#### WHAT YOU NEED TO DO:
Could you output the complete listing given below exactly?

=== Begin Enclosure ===

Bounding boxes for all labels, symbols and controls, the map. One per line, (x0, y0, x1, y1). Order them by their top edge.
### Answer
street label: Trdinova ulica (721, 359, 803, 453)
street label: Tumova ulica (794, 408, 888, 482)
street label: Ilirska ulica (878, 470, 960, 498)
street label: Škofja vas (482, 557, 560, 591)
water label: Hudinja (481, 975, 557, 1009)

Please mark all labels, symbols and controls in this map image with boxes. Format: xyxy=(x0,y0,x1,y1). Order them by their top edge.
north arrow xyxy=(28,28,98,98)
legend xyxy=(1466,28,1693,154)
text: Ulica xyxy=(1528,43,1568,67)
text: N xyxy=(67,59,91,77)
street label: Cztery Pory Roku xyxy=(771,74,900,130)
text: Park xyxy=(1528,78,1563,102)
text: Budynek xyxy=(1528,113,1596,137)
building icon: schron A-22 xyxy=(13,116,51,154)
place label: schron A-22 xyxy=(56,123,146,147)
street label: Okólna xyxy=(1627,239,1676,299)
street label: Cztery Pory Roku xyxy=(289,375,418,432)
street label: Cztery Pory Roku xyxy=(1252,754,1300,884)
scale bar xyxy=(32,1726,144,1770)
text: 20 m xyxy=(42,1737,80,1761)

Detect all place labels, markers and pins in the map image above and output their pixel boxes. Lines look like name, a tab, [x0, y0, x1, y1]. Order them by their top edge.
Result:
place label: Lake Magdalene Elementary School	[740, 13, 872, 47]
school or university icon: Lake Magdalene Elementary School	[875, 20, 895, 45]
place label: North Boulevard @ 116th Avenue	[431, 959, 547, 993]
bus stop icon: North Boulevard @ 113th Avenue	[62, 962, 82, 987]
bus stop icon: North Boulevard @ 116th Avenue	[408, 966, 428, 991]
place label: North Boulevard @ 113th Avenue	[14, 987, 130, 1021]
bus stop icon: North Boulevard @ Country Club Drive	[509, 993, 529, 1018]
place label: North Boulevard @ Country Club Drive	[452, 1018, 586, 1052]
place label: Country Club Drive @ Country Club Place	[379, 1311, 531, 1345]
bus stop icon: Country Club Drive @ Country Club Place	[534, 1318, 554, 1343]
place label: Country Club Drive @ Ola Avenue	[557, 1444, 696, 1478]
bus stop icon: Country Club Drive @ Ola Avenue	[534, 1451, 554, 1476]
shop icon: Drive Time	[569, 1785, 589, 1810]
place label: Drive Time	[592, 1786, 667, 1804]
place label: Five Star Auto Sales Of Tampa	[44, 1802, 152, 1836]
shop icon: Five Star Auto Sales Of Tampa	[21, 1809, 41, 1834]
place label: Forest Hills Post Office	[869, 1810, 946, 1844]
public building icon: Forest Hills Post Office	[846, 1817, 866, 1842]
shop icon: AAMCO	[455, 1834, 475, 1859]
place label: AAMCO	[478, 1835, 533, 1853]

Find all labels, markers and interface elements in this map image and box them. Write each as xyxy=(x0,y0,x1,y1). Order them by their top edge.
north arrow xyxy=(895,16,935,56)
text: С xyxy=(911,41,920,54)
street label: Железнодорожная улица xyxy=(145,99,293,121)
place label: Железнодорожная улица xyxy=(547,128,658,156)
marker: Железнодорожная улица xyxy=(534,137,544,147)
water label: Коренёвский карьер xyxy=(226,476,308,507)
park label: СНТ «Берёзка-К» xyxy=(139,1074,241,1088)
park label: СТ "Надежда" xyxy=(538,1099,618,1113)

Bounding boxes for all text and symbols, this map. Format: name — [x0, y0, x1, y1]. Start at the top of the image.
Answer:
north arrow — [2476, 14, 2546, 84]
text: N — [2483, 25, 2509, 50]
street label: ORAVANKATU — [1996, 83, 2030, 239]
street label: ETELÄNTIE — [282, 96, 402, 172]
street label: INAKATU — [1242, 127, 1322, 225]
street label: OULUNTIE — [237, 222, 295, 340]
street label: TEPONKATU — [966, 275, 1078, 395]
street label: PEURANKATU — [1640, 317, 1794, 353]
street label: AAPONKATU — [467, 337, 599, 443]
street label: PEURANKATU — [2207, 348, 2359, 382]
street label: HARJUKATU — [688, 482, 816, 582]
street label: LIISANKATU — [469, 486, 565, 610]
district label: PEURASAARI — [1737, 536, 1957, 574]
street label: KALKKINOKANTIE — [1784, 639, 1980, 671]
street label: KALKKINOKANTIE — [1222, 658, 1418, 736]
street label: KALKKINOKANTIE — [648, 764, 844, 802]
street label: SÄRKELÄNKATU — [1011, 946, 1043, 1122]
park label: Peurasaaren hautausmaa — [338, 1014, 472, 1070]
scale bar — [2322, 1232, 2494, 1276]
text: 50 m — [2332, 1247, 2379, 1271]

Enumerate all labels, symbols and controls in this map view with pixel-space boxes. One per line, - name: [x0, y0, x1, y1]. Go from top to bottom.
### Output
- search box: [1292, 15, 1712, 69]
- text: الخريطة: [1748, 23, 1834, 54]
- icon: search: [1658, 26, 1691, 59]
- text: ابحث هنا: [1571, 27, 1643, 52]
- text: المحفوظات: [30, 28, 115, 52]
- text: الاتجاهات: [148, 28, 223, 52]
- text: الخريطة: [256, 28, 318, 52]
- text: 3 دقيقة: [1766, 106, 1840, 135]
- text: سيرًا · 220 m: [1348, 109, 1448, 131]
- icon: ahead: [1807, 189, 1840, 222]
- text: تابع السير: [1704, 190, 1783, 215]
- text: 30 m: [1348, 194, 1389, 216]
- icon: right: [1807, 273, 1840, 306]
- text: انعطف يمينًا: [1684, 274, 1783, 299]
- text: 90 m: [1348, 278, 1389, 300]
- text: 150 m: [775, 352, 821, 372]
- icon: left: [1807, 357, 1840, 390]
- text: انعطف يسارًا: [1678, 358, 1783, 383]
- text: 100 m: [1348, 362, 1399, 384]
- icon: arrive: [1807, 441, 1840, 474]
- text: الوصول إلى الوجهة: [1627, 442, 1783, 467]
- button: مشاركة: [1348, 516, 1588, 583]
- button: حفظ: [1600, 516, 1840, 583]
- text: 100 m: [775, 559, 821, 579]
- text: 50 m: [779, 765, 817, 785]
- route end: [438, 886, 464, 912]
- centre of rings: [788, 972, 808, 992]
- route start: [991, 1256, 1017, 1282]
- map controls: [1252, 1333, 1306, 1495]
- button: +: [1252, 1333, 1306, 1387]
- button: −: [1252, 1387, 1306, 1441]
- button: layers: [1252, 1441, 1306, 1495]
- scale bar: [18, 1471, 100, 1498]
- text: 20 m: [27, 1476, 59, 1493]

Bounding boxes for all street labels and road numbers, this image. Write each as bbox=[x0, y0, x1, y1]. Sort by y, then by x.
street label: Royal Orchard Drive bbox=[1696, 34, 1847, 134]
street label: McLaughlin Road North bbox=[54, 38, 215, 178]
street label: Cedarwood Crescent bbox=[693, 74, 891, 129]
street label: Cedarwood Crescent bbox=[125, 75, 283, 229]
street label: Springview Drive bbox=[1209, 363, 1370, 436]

=== End Enclosure ===

#### EXERCISE RESULT:
Bounding boxes for all labels, symbols and controls, the map. One per line, (x0, y0, x1, y1). Order them by their top edge.
### Answer
street label: Trdinova ulica (721, 359, 803, 453)
street label: Tumova ulica (794, 408, 888, 482)
street label: Ilirska ulica (878, 470, 960, 498)
street label: Škofja vas (482, 557, 560, 591)
water label: Hudinja (481, 975, 557, 1009)

Please mark all labels, symbols and controls in this map image with boxes. Format: xyxy=(x0,y0,x1,y1). Order them by their top edge.
north arrow xyxy=(28,28,98,98)
legend xyxy=(1466,28,1693,154)
text: Ulica xyxy=(1528,43,1568,67)
text: N xyxy=(67,59,91,77)
street label: Cztery Pory Roku xyxy=(771,74,900,130)
text: Park xyxy=(1528,78,1563,102)
text: Budynek xyxy=(1528,113,1596,137)
building icon: schron A-22 xyxy=(13,116,51,154)
place label: schron A-22 xyxy=(56,123,146,147)
street label: Okólna xyxy=(1627,239,1676,299)
street label: Cztery Pory Roku xyxy=(289,375,418,432)
street label: Cztery Pory Roku xyxy=(1252,754,1300,884)
scale bar xyxy=(32,1726,144,1770)
text: 20 m xyxy=(42,1737,80,1761)

Detect all place labels, markers and pins in the map image above and output their pixel boxes. Lines look like name, a tab, [x0, y0, x1, y1]. Order them by their top edge.
Result:
place label: Lake Magdalene Elementary School	[740, 13, 872, 47]
school or university icon: Lake Magdalene Elementary School	[875, 20, 895, 45]
place label: North Boulevard @ 116th Avenue	[431, 959, 547, 993]
bus stop icon: North Boulevard @ 113th Avenue	[62, 962, 82, 987]
bus stop icon: North Boulevard @ 116th Avenue	[408, 966, 428, 991]
place label: North Boulevard @ 113th Avenue	[14, 987, 130, 1021]
bus stop icon: North Boulevard @ Country Club Drive	[509, 993, 529, 1018]
place label: North Boulevard @ Country Club Drive	[452, 1018, 586, 1052]
place label: Country Club Drive @ Country Club Place	[379, 1311, 531, 1345]
bus stop icon: Country Club Drive @ Country Club Place	[534, 1318, 554, 1343]
place label: Country Club Drive @ Ola Avenue	[557, 1444, 696, 1478]
bus stop icon: Country Club Drive @ Ola Avenue	[534, 1451, 554, 1476]
shop icon: Drive Time	[569, 1785, 589, 1810]
place label: Drive Time	[592, 1786, 667, 1804]
place label: Five Star Auto Sales Of Tampa	[44, 1802, 152, 1836]
shop icon: Five Star Auto Sales Of Tampa	[21, 1809, 41, 1834]
place label: Forest Hills Post Office	[869, 1810, 946, 1844]
public building icon: Forest Hills Post Office	[846, 1817, 866, 1842]
shop icon: AAMCO	[455, 1834, 475, 1859]
place label: AAMCO	[478, 1835, 533, 1853]

Find all labels, markers and interface elements in this map image and box them. Write each as xyxy=(x0,y0,x1,y1). Order them by their top edge.
north arrow xyxy=(895,16,935,56)
text: С xyxy=(911,41,920,54)
street label: Железнодорожная улица xyxy=(145,99,293,121)
place label: Железнодорожная улица xyxy=(547,128,658,156)
marker: Железнодорожная улица xyxy=(534,137,544,147)
water label: Коренёвский карьер xyxy=(226,476,308,507)
park label: СНТ «Берёзка-К» xyxy=(139,1074,241,1088)
park label: СТ "Надежда" xyxy=(538,1099,618,1113)

Bounding boxes for all text and symbols, this map. Format: name — [x0, y0, x1, y1]. Start at the top of the image.
Answer:
north arrow — [2476, 14, 2546, 84]
text: N — [2483, 25, 2509, 50]
street label: ORAVANKATU — [1996, 83, 2030, 239]
street label: ETELÄNTIE — [282, 96, 402, 172]
street label: INAKATU — [1242, 127, 1322, 225]
street label: OULUNTIE — [237, 222, 295, 340]
street label: TEPONKATU — [966, 275, 1078, 395]
street label: PEURANKATU — [1640, 317, 1794, 353]
street label: AAPONKATU — [467, 337, 599, 443]
street label: PEURANKATU — [2207, 348, 2359, 382]
street label: HARJUKATU — [688, 482, 816, 582]
street label: LIISANKATU — [469, 486, 565, 610]
district label: PEURASAARI — [1737, 536, 1957, 574]
street label: KALKKINOKANTIE — [1784, 639, 1980, 671]
street label: KALKKINOKANTIE — [1222, 658, 1418, 736]
street label: KALKKINOKANTIE — [648, 764, 844, 802]
street label: SÄRKELÄNKATU — [1011, 946, 1043, 1122]
park label: Peurasaaren hautausmaa — [338, 1014, 472, 1070]
scale bar — [2322, 1232, 2494, 1276]
text: 50 m — [2332, 1247, 2379, 1271]

Enumerate all labels, symbols and controls in this map view with pixel-space boxes. One per line, - name: [x0, y0, x1, y1]. Go from top to bottom.
### Output
- search box: [1292, 15, 1712, 69]
- text: الخريطة: [1748, 23, 1834, 54]
- icon: search: [1658, 26, 1691, 59]
- text: ابحث هنا: [1571, 27, 1643, 52]
- text: المحفوظات: [30, 28, 115, 52]
- text: الاتجاهات: [148, 28, 223, 52]
- text: الخريطة: [256, 28, 318, 52]
- text: 3 دقيقة: [1766, 106, 1840, 135]
- text: سيرًا · 220 m: [1348, 109, 1448, 131]
- icon: ahead: [1807, 189, 1840, 222]
- text: تابع السير: [1704, 190, 1783, 215]
- text: 30 m: [1348, 194, 1389, 216]
- icon: right: [1807, 273, 1840, 306]
- text: انعطف يمينًا: [1684, 274, 1783, 299]
- text: 90 m: [1348, 278, 1389, 300]
- text: 150 m: [775, 352, 821, 372]
- icon: left: [1807, 357, 1840, 390]
- text: انعطف يسارًا: [1678, 358, 1783, 383]
- text: 100 m: [1348, 362, 1399, 384]
- icon: arrive: [1807, 441, 1840, 474]
- text: الوصول إلى الوجهة: [1627, 442, 1783, 467]
- button: مشاركة: [1348, 516, 1588, 583]
- button: حفظ: [1600, 516, 1840, 583]
- text: 100 m: [775, 559, 821, 579]
- text: 50 m: [779, 765, 817, 785]
- route end: [438, 886, 464, 912]
- centre of rings: [788, 972, 808, 992]
- route start: [991, 1256, 1017, 1282]
- map controls: [1252, 1333, 1306, 1495]
- button: +: [1252, 1333, 1306, 1387]
- button: −: [1252, 1387, 1306, 1441]
- button: layers: [1252, 1441, 1306, 1495]
- scale bar: [18, 1471, 100, 1498]
- text: 20 m: [27, 1476, 59, 1493]

Bounding boxes for all street labels and road numbers, this image. Write each as bbox=[x0, y0, x1, y1]. Sort by y, then by x.
street label: Royal Orchard Drive bbox=[1696, 34, 1847, 134]
street label: McLaughlin Road North bbox=[54, 38, 215, 178]
street label: Cedarwood Crescent bbox=[693, 74, 891, 129]
street label: Cedarwood Crescent bbox=[125, 75, 283, 229]
street label: Springview Drive bbox=[1209, 363, 1370, 436]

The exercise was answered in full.